§ **Problem to solve**: Scan the lines below for "solid" and copy the matches.

[Dataset records]
++++++

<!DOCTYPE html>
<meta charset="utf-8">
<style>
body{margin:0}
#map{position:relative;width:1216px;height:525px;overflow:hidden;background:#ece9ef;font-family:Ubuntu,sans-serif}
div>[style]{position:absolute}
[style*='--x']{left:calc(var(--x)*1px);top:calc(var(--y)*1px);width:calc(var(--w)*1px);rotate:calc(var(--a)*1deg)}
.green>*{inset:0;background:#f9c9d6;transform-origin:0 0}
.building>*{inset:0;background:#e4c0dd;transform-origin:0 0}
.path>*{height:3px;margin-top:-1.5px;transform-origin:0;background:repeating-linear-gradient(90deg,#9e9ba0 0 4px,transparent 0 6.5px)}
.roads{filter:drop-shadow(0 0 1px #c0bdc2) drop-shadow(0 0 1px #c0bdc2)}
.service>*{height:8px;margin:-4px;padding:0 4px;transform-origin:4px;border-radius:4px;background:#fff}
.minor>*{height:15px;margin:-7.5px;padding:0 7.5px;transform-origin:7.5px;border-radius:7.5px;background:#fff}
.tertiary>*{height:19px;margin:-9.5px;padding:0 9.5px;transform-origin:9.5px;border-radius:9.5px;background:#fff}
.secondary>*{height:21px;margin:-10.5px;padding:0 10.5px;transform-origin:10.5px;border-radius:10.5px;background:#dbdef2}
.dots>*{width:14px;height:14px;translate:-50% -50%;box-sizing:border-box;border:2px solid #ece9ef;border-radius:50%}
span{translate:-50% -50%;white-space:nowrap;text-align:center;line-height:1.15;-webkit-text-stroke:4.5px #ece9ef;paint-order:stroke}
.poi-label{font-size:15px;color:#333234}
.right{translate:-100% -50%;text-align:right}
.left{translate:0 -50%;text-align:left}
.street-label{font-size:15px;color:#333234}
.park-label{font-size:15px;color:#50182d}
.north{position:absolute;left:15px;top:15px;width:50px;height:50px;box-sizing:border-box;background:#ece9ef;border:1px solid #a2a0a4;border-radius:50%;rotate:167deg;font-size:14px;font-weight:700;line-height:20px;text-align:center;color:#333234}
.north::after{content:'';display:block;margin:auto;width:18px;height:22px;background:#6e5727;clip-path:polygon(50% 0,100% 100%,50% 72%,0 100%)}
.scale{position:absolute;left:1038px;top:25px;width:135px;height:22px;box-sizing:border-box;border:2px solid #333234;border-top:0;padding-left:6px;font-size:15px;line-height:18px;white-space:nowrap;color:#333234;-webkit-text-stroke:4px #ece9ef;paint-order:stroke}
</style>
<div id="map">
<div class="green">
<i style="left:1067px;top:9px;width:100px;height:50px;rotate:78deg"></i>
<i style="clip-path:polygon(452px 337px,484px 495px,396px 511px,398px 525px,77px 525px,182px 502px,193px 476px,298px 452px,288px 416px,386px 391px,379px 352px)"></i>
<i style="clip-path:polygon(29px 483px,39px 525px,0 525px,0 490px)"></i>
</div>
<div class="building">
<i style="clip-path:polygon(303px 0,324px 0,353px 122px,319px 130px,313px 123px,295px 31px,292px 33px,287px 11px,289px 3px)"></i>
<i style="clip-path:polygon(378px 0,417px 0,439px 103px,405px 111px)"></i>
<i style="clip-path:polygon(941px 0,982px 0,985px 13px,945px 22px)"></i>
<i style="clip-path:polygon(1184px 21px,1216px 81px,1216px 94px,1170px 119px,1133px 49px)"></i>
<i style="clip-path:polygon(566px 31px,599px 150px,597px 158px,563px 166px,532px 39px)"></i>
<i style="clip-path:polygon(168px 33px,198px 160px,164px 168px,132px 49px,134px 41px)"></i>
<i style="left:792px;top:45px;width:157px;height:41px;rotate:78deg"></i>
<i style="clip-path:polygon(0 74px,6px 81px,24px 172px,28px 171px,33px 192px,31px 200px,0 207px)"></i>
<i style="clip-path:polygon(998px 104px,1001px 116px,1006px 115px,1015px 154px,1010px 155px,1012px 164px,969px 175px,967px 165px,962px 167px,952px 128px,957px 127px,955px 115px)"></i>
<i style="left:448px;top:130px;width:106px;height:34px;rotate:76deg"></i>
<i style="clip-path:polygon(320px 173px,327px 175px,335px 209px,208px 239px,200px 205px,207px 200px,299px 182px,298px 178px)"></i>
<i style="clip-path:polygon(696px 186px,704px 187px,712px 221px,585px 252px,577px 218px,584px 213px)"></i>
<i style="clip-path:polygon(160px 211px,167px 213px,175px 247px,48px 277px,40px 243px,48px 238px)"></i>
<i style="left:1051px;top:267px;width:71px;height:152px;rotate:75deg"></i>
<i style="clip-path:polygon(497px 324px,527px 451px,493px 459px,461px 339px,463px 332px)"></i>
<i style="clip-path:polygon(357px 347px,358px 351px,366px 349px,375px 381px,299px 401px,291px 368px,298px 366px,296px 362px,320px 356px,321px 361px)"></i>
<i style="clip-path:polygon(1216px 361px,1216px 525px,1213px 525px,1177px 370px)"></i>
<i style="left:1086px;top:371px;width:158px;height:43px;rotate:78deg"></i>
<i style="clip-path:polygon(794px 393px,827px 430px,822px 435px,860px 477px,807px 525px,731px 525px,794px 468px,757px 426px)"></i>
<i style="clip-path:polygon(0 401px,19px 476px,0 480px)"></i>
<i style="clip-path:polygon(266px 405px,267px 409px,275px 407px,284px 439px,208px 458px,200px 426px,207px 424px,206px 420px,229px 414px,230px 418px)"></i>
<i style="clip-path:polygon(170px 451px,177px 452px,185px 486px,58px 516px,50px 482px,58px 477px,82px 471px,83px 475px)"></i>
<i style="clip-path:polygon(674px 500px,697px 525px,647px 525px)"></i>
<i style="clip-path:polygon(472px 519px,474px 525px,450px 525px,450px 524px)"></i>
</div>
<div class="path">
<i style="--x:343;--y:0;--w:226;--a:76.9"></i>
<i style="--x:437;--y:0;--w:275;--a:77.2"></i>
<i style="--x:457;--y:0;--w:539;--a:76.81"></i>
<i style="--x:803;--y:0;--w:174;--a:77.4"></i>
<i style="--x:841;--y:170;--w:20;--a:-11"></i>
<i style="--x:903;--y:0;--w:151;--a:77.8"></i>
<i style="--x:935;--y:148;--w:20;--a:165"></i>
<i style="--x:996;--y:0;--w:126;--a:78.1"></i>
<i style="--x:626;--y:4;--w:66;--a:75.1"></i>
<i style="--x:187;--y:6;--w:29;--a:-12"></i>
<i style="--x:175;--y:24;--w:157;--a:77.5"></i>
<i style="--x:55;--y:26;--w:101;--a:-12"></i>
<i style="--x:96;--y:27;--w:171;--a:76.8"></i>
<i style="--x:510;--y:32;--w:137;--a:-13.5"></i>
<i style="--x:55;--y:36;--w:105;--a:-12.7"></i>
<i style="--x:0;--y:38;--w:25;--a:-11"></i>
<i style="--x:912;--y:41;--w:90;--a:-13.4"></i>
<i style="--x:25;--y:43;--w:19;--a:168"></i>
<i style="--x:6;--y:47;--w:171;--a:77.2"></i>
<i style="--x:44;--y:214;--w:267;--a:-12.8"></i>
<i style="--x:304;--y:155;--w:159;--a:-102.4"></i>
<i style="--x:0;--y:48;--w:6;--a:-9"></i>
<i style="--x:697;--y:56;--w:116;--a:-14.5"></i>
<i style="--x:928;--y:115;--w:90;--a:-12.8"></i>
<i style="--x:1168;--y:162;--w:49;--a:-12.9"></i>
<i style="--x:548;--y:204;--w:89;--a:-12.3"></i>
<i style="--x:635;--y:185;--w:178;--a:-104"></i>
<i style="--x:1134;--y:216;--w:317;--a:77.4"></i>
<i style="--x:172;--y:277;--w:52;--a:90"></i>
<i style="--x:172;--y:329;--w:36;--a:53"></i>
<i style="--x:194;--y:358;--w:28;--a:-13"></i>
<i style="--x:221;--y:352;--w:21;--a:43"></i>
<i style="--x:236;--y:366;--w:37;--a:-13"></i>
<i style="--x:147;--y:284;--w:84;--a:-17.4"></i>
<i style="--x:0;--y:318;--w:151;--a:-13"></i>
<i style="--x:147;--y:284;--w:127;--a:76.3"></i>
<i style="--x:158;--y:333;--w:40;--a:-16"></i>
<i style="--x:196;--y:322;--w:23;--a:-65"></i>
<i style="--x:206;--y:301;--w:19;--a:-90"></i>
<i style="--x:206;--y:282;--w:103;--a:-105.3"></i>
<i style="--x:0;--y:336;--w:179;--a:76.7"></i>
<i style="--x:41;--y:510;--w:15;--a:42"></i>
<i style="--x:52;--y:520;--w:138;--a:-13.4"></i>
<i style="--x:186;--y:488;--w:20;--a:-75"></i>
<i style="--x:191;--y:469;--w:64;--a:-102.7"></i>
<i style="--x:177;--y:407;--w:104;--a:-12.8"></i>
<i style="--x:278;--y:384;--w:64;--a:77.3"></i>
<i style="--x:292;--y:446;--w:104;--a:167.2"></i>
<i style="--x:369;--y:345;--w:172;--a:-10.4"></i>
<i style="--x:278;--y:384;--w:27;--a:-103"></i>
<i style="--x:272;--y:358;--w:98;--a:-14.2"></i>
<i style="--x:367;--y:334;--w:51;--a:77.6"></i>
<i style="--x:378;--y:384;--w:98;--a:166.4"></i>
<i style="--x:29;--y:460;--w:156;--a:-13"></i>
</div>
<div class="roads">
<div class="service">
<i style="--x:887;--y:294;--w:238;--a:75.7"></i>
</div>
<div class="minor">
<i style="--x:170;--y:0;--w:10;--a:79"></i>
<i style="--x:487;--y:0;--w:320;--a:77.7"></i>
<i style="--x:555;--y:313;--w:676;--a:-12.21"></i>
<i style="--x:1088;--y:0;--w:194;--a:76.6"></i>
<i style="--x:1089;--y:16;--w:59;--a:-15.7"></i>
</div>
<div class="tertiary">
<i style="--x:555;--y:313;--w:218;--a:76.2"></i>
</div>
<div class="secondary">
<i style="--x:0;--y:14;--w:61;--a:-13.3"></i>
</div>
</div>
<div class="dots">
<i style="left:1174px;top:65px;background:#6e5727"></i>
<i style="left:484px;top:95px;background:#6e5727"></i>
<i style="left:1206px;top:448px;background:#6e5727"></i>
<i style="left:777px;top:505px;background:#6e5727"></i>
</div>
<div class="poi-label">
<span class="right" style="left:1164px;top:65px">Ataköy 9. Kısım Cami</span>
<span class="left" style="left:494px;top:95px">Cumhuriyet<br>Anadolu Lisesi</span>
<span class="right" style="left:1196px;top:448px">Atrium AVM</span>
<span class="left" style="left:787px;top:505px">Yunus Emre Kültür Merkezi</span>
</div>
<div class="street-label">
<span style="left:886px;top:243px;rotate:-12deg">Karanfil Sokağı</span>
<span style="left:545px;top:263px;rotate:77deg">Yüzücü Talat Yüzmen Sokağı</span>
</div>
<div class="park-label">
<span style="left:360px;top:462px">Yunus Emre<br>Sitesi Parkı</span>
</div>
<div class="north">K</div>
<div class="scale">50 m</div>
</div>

++++++

§ **Reply to the task**:
.dots>*{width:14px;height:14px;translate:-50% -50%;box-sizing:border-box;border:2px solid #ece9ef;border-radius:50%}
.north{position:absolute;left:15px;top:15px;width:50px;height:50px;box-sizing:border-box;background:#ece9ef;border:1px solid #a2a0a4;border-radius:50%;rotate:167deg;font-size:14px;font-weight:700;line-height:20px;text-align:center;color:#333234}
.scale{position:absolute;left:1038px;top:25px;width:135px;height:22px;box-sizing:border-box;border:2px solid #333234;border-top:0;padding-left:6px;font-size:15px;line-height:18px;white-space:nowrap;color:#333234;-webkit-text-stroke:4px #ece9ef;paint-order:stroke}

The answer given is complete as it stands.